**What is required:** When you spot the word "this" in a line of the data below, copy that line.
*** Given data
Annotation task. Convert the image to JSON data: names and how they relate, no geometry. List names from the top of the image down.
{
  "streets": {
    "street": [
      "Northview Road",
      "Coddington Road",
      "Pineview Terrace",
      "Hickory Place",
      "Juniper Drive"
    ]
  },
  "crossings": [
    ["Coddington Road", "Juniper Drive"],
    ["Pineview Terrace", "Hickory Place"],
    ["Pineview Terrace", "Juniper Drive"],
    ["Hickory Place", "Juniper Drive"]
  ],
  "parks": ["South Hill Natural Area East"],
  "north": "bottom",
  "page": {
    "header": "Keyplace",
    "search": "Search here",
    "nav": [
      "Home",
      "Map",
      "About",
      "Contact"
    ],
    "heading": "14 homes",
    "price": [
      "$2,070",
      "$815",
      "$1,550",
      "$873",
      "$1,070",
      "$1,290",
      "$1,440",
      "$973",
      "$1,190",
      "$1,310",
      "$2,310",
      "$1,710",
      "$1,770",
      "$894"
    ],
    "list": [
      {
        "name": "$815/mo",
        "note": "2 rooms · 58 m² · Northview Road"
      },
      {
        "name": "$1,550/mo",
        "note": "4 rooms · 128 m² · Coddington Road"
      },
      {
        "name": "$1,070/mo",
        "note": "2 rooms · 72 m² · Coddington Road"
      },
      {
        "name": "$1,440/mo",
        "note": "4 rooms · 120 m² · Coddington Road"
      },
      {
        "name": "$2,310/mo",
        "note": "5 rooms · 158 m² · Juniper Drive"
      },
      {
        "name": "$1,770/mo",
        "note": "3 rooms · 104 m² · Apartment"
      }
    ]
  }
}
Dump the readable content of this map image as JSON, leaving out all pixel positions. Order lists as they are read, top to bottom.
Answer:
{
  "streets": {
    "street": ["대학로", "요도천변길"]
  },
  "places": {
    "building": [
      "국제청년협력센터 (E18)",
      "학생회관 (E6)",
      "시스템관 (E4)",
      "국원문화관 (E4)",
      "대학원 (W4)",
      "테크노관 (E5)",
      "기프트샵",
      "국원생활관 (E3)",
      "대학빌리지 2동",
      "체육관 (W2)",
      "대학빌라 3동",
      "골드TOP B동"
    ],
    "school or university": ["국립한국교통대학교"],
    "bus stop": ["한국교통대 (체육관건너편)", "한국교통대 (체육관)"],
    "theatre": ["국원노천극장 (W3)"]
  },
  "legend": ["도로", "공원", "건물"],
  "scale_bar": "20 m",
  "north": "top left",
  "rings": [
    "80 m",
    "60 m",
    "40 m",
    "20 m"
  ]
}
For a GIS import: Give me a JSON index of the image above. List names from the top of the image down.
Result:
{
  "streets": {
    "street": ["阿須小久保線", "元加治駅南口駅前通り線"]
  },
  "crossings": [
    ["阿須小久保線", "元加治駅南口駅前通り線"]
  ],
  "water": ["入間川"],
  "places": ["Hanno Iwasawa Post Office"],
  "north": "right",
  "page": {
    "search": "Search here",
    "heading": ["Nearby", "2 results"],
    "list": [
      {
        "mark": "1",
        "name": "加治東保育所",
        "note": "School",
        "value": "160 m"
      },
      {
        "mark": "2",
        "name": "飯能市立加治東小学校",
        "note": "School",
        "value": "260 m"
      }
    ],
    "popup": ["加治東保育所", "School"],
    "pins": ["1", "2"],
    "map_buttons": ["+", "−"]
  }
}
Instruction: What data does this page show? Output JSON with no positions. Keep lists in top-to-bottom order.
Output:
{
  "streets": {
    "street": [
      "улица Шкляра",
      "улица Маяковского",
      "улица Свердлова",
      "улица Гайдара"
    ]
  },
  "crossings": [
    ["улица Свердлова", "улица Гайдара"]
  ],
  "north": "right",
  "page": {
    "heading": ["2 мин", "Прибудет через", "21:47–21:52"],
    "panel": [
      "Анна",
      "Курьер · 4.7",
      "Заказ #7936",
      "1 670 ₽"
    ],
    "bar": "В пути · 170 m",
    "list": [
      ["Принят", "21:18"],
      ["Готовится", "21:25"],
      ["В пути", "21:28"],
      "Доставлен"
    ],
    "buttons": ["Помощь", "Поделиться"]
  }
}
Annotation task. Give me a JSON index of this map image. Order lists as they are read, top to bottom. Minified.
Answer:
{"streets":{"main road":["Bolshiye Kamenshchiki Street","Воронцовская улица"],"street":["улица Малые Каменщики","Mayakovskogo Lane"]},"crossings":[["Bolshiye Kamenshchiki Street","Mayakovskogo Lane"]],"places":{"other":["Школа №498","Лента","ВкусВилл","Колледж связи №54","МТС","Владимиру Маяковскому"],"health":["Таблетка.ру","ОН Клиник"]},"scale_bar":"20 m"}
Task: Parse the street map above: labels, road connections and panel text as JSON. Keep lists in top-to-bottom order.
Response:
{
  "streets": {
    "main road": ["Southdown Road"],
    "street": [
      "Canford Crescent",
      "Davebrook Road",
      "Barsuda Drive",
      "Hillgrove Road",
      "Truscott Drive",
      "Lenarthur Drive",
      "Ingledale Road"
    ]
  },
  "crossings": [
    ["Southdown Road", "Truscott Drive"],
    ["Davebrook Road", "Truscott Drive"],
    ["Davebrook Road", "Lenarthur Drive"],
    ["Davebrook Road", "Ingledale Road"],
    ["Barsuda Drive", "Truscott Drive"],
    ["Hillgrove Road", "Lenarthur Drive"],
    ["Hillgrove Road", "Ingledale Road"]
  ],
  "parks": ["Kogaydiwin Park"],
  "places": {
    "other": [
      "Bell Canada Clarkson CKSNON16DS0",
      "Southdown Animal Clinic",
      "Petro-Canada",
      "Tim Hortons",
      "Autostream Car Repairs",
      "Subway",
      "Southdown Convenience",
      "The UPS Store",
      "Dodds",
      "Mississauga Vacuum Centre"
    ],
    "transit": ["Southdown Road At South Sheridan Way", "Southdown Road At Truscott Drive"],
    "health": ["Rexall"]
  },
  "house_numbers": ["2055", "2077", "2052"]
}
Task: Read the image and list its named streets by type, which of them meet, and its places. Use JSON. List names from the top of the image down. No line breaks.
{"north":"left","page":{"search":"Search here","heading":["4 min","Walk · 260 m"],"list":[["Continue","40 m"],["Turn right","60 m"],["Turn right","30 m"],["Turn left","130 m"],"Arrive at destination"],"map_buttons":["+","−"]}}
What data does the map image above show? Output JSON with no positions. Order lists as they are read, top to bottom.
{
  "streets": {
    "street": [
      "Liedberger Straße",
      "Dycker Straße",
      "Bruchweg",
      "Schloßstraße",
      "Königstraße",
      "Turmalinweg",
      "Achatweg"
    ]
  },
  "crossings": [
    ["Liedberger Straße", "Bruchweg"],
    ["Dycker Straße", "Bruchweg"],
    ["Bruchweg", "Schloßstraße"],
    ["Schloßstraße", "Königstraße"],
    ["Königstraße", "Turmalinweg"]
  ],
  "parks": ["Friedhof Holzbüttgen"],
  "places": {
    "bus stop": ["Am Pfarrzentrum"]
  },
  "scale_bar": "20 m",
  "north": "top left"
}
******
**Reply:**
Dump the readable content of this map image as JSON, leaving out all pixel positions. Order lists as they are read, top to bottom.
Instruction: What data does this page show? Output JSON with no positions. Keep lists in top-to-bottom order.
Annotation task. Give me a JSON index of this map image. Order lists as they are read, top to bottom. Minified.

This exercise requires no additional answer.